Вова возвратился с балкона, закончив с кем-то диалог по телефону:

— О, — удивился, потёр заинтригованно ладонями, — мурашки подъехали?

— Угу, — ответил Саша. — Я вот после последнего не хочу их больше.

— Нормально ты тогда, свой же язык проглотил, — вспомнила Кристина, — хорошо, что вовремя набок перевернули.

— Уоай, не напоминай мне.

— Ладно, — Лёша откинул Кристину с колен, — давайте раскумаримся.

Вова достал дешёвую железную трубку, взял пакетик, насыпал мурашек с пол чайной ложки. Поджигая, он жадно затянулся первым, затем сел сразу на подоконник, с которого по итогу конкретно шлёпнулся на пол. Завоняло жжёной плотью, как в крематории. Какие-то вензеля на стенах и изображение Иосифа Виссарионовича закрутились, закруглились, почернели в блестящих глазах принимающих.

Быстрый назойливый стук кулака в дверь кабинета, Носов вынырнул из трансового состояния:

— Да. Входите!

Замдиректора вошёл проведать своего главного, но глаза Николая сами говорили о совершённом грешке.

— Артур Андреич.

— Здравствуйте, Николай Палыч. Зачахли вы чего-то. Здоровье?

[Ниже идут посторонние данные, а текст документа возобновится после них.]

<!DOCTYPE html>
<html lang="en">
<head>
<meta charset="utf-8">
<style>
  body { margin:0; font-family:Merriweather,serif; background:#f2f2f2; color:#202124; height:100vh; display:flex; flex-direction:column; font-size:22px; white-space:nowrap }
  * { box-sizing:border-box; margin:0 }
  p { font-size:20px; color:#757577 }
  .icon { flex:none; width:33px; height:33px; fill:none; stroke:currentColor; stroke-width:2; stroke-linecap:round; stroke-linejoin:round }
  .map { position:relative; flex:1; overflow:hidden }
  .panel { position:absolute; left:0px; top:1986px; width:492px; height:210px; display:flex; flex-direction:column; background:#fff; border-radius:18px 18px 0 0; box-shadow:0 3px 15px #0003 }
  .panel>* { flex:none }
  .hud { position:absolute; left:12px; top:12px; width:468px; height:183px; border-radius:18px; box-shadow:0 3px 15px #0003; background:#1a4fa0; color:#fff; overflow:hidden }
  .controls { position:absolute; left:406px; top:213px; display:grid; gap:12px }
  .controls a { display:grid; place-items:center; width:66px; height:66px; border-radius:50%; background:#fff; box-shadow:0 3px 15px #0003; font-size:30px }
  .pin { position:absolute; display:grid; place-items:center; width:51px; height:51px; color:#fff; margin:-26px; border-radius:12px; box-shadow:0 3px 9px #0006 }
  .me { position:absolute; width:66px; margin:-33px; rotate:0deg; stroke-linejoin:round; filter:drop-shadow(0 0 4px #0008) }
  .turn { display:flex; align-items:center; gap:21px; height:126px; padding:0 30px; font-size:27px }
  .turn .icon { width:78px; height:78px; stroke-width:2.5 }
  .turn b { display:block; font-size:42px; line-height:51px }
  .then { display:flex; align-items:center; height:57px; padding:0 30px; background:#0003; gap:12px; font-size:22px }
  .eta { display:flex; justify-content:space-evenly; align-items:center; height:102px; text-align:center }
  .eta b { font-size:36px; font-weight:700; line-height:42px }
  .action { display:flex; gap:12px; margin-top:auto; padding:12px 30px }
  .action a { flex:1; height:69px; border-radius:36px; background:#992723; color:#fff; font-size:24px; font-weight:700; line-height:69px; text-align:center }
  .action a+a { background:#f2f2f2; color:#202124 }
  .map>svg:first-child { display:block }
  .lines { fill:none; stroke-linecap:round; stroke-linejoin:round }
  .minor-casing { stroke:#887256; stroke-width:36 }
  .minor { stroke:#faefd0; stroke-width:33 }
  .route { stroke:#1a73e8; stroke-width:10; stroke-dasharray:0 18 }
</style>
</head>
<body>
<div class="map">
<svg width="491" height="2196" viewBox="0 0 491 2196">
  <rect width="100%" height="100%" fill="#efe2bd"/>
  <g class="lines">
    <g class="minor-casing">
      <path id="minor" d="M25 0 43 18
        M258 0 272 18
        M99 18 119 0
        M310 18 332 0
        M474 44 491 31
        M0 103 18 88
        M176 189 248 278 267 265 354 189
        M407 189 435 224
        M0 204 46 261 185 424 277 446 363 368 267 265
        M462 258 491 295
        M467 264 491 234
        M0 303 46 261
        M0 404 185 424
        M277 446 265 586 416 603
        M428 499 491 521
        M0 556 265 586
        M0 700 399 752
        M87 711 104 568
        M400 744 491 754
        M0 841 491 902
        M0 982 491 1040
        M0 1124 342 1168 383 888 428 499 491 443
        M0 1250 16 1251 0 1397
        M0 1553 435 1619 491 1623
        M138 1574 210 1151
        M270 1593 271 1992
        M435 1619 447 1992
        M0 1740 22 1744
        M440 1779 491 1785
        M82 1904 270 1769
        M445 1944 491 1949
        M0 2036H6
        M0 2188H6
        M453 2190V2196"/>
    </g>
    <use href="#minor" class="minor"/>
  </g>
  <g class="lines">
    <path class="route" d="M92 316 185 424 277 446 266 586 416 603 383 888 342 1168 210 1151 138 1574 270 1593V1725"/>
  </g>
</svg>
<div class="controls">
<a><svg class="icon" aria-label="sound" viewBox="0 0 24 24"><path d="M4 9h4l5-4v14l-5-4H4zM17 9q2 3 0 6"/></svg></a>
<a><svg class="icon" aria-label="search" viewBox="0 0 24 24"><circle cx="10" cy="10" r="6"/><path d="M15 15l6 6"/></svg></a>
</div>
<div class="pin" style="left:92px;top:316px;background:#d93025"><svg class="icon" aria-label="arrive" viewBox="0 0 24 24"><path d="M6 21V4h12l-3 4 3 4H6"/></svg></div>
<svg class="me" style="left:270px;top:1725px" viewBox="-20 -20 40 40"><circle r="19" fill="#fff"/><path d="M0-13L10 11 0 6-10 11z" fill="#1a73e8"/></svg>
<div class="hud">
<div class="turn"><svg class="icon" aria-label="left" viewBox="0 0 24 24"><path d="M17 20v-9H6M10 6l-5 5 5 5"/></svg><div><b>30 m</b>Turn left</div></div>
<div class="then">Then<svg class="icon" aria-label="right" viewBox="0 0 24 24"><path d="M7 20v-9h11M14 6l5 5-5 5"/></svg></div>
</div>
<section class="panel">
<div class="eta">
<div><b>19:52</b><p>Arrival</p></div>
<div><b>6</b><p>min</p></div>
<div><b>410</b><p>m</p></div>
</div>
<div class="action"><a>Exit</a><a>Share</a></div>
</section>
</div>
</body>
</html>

— Да-а-а… Знаете, простыл тут.

— Поня-я-ятно.

Артур, коренастый широкоплечий мужичок, сел в такое же кожаное кресло по обратную сторону стола. Николай ещё частично присутствовал, как сомнамбула, в полусне.

— Пришли отчёты по шиверфилину, будете смотреть?

— Ну, давайте уж. Посмотрим, чё там… — голосом, охрипшим от мясного курева.

Тот отстегнул магнитный хлястик папки, выудил небольшую стопку листов А4 оттуда.

— Ёб твою мать… Это Женины, что ли?

— Ну, а чьи ж ещё? Он у нас же по шиверфилину эксперт.

— Опять, поди, пьяный писал. Мудозвон…

На титульном и дальнейших листах, крупным почерком находились следующие вещи:

Понятие: (от англ. Shivers -  мурашки; Feeling – чувство. ) Шиверфилин – психоактивное наркотическое вещество, главенствующее в составе срезанных человеческих мурашек.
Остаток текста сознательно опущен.